The old law school aphorism holds that “if the facts are against you, argue the law. If the law is against you, argue the facts. If the law and the facts are against you, pound the table and yell like hell.”
With Tuesday night’s Justice Department filing in response to the search of Mar-a-Lago for classified stolen documents, it’s safe to assume we are quickly achieving peak table pounding. In part because the Artist Formerly Known as President (there should be an unpronounceable symbol for this phrase) has burned right through his last competent attorneys, the yelling like hell has consisted mainly of posting about QAnon and 4Chan as opposed to any recognizable or coherent legal analysis.
One of the principal things achieved by the 36-page filing released by the Department of Justice was to brush back claims of executive privilege or blanket declassification that had been trotted out in recent weeks to defend Donald Trump’s possession of stolen documents. Prosecutors instead indicated that Trump’s lawyers had “never asserted that the former president had declassified the documents or asserted any claim of executive privilege.” The rest of the document contends Trump and his lawyers lied to and misled federal officials, and that, perhaps most importantly, Trump “lacks standing to seek judicial relief or oversight as to presidential records because those records do not belong to him.” In other words, he cannot claim that the stolen documents belong to him, as they were stolen.
It is slightly amusing to consider that Trump and his attorneys in fact brought all of this down upon themselves with their request for a special master. The legal argument upon which he seems to have settled on today is that the FBI is bad at housekeeping and made a mess during the raid. (Marie Kondo #protip? If those classified nuclear documents don’t spark joy, it’s probably time to give them away).
It’s easy to forget that what the Artist Formerly Known as President is now ensnared by is not simply the law, but also the facts. That’s why attempts to compare what he did to what Hillary Clinton did are so fatuous. What Clinton did not participate in was persistent and knowing obstruction. She cooperated with authorities and testified on multiple occasions. Facts still matter, which is why waving around the text of the Espionage Act and threatening riots on the streets as if this were an apples-to-apples comparison to Clinton might make for good television, but it isn’t law.
We’ve become so accustomed to the great greased watermelon that is the former president it’s impossible to imagine that, after escaping the clutches of the Mueller probe, two impeachment efforts, and a hailstorm of prosecutions in New York, he might finally be good and caught. The tricks he’s used for decades to evade accountability—the high-paid lawyers, the bullying and intimidation of opposing parties and witnesses, and the presidency itself—seem to be failing him this time. As has been the case with Trump and Trumpism, the pressing issue the rest of us must grapple with isn’t so much whether the slow rolling rule of law can finally catch up with him but whether, should he be indicted and tried, the rule of mob will somehow bring down the whole house of cards with it.
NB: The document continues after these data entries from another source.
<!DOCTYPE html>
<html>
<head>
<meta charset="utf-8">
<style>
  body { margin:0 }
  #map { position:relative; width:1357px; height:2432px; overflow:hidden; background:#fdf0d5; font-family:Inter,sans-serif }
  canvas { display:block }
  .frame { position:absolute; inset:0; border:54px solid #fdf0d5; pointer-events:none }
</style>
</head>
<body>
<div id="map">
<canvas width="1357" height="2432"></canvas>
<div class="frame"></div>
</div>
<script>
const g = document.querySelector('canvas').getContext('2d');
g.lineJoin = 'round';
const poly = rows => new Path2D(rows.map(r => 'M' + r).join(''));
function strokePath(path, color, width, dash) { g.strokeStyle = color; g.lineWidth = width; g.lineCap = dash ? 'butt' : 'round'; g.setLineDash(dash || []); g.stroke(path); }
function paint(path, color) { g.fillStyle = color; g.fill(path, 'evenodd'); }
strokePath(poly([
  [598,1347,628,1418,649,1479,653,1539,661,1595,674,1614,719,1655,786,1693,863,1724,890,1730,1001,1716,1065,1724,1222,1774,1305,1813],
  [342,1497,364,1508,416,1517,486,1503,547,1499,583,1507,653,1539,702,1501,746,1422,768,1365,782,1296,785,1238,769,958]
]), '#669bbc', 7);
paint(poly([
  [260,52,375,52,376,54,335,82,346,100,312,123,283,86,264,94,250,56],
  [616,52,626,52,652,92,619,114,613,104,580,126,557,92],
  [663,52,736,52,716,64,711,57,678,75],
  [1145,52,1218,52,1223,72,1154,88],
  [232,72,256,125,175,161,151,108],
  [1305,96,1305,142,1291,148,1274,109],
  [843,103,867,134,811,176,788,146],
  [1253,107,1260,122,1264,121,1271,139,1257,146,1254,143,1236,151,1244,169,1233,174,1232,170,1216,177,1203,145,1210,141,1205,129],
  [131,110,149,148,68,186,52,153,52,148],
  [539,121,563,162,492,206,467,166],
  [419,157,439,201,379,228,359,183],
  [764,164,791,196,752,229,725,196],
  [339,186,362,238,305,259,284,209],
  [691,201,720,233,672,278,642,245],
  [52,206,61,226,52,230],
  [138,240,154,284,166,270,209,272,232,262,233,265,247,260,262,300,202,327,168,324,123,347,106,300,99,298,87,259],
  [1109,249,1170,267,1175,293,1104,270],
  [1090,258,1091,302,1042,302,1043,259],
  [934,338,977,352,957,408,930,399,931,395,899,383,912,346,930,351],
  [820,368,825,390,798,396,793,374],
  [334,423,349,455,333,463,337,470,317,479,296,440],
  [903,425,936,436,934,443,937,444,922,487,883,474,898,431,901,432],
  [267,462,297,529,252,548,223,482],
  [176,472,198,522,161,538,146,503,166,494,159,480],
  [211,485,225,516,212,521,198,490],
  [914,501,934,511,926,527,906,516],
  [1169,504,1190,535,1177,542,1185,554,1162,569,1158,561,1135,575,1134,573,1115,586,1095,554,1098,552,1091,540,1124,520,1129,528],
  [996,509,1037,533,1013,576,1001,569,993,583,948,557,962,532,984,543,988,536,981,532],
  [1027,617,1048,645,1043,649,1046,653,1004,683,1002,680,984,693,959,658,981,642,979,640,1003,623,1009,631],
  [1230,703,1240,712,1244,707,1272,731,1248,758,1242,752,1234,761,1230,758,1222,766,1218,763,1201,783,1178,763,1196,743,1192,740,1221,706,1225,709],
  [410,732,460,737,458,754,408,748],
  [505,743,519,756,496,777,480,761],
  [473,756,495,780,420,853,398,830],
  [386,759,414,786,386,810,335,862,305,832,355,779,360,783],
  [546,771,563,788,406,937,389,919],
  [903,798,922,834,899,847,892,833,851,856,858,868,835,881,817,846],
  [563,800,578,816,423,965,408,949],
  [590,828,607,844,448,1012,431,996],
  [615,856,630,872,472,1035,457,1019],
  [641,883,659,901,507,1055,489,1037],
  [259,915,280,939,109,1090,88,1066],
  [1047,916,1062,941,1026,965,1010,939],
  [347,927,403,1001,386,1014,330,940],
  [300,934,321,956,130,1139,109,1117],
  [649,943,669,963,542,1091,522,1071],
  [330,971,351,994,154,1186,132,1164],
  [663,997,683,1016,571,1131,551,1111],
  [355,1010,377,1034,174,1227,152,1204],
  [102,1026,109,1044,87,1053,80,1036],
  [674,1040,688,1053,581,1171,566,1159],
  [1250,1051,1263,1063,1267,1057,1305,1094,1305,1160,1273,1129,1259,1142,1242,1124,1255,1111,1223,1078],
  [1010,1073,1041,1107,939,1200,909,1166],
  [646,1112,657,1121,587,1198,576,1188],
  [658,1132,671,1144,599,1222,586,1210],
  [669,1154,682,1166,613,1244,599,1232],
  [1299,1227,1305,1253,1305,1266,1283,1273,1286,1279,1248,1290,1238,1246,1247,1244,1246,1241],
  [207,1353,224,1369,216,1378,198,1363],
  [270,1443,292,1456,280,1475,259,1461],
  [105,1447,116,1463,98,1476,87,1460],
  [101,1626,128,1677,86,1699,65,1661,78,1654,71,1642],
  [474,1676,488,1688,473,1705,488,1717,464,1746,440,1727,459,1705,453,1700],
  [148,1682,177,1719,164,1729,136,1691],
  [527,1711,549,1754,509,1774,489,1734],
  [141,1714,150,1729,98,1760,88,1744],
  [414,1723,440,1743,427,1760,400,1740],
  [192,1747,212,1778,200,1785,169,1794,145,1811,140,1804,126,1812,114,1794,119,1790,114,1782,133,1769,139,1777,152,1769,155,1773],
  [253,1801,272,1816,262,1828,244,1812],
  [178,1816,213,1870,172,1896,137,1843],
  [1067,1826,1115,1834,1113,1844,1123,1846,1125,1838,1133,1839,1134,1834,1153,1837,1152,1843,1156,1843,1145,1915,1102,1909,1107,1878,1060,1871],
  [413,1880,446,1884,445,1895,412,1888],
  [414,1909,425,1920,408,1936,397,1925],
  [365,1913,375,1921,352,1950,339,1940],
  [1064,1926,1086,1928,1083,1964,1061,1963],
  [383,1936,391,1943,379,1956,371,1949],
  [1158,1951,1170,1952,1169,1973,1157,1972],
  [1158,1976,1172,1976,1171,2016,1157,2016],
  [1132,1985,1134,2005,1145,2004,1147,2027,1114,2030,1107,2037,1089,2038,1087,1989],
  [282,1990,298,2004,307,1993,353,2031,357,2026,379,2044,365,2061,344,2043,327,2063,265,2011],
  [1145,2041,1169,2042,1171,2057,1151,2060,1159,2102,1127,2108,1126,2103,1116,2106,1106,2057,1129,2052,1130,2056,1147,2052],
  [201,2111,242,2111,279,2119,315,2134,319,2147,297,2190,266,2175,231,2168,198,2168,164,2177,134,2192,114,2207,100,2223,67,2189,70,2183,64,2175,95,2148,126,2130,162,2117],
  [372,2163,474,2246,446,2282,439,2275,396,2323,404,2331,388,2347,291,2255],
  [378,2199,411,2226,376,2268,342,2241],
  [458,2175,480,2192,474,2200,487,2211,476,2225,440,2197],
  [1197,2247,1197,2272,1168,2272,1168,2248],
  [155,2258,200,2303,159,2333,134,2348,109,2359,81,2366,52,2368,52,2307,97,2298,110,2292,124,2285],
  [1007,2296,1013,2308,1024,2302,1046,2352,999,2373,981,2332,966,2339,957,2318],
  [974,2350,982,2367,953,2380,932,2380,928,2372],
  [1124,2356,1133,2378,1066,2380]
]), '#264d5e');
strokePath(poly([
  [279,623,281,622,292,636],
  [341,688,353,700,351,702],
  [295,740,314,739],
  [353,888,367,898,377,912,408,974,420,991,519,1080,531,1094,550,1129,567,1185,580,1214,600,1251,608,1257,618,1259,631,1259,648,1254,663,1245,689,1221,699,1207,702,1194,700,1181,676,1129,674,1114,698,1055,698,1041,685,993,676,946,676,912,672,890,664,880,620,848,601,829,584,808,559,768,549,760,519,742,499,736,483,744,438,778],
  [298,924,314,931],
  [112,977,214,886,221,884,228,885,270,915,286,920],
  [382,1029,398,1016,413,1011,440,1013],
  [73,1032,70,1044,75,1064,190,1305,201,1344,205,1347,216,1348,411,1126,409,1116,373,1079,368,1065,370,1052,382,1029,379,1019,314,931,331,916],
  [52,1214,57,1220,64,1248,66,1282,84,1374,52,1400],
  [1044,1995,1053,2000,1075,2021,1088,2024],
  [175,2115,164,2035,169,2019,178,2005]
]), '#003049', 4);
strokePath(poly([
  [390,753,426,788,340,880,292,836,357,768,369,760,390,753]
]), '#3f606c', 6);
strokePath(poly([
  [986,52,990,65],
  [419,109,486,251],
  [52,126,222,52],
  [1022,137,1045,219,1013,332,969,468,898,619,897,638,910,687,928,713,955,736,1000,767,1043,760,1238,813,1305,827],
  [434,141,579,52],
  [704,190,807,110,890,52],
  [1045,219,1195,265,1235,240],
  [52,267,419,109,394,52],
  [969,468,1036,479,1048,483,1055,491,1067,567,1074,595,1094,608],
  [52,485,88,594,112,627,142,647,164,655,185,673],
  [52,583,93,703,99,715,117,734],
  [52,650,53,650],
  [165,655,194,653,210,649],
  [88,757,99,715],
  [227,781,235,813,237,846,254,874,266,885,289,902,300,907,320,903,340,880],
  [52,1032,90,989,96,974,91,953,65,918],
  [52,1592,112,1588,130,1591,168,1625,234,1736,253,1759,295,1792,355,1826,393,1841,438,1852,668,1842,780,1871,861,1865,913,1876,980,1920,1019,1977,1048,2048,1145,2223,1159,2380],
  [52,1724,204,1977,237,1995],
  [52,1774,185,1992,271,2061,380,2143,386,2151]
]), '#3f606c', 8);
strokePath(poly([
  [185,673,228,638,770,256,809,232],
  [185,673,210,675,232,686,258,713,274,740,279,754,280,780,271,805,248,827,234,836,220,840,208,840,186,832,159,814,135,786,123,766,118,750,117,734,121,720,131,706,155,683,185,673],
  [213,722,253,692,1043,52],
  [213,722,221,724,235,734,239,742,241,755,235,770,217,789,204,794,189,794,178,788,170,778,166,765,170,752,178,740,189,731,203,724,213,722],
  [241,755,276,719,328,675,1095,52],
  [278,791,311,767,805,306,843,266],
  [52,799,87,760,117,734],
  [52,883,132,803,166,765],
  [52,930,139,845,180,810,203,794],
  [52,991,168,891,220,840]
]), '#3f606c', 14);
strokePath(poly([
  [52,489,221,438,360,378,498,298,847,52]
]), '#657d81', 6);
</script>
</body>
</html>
Maybe the best evidence for the possibility that something approximating sanity lies ahead is the relative silence from the very quarters that would ordinarily be howling the loudest. The thing these folks need to explain—before they can justify Trump’s conduct in holding onto secret documents, compromising sources and methods, and then lying about it—is what he was doing with these documents, some of which were tucked into a desk drawer with his passports (i.e., he knew what they were and he knew where they were) in the first place. Until and unless Trump supporters are confident that former presidents can declassify every national security document that crosses the transom forever using nothing but their eyebrows, and then use it for whatever purposes they seek, what we are going to hear a lot of in the coming weeks is less an actual coherent defense and much more a continuation of “but her emails.”
It’s not, then, just that the law seems finally to have caught up with Donald Trump. It’s that the facts finally have, too; the same facts Attorney General Merrick Garland had vowed to follow wherever they led. The facts here are indisputably bad for the former president, which is why he keeps trying to argue the law. Unfortunately for him, the law is also indisputably bad for him. The table pounding doesn’t seem to be amassing much traction anymore, although he and Sen. Lindsey Graham will certainly keep working the lawless and disaffected into a possibly dangerous lather. But this doesn’t feel like a movement that is ascendant and it doesn’t feel like a movement that is converting a whole ton of new adherents. New Quinnipiac polling shows that Americans, by a margin of 50 percent to 41 percent, think Trump should be prosecuted on criminal charges over his handling of classified documents, and nearly 6 in 10 think he acted inappropriately in handling those documents. That isn’t the dawning of reason, but it is a trend line.
There is still an immense amount that we don’t know. But based on what we do learn each day, this is a significant win for facts, law, and accountability. That is a good deal more than we have witnessed in a long time.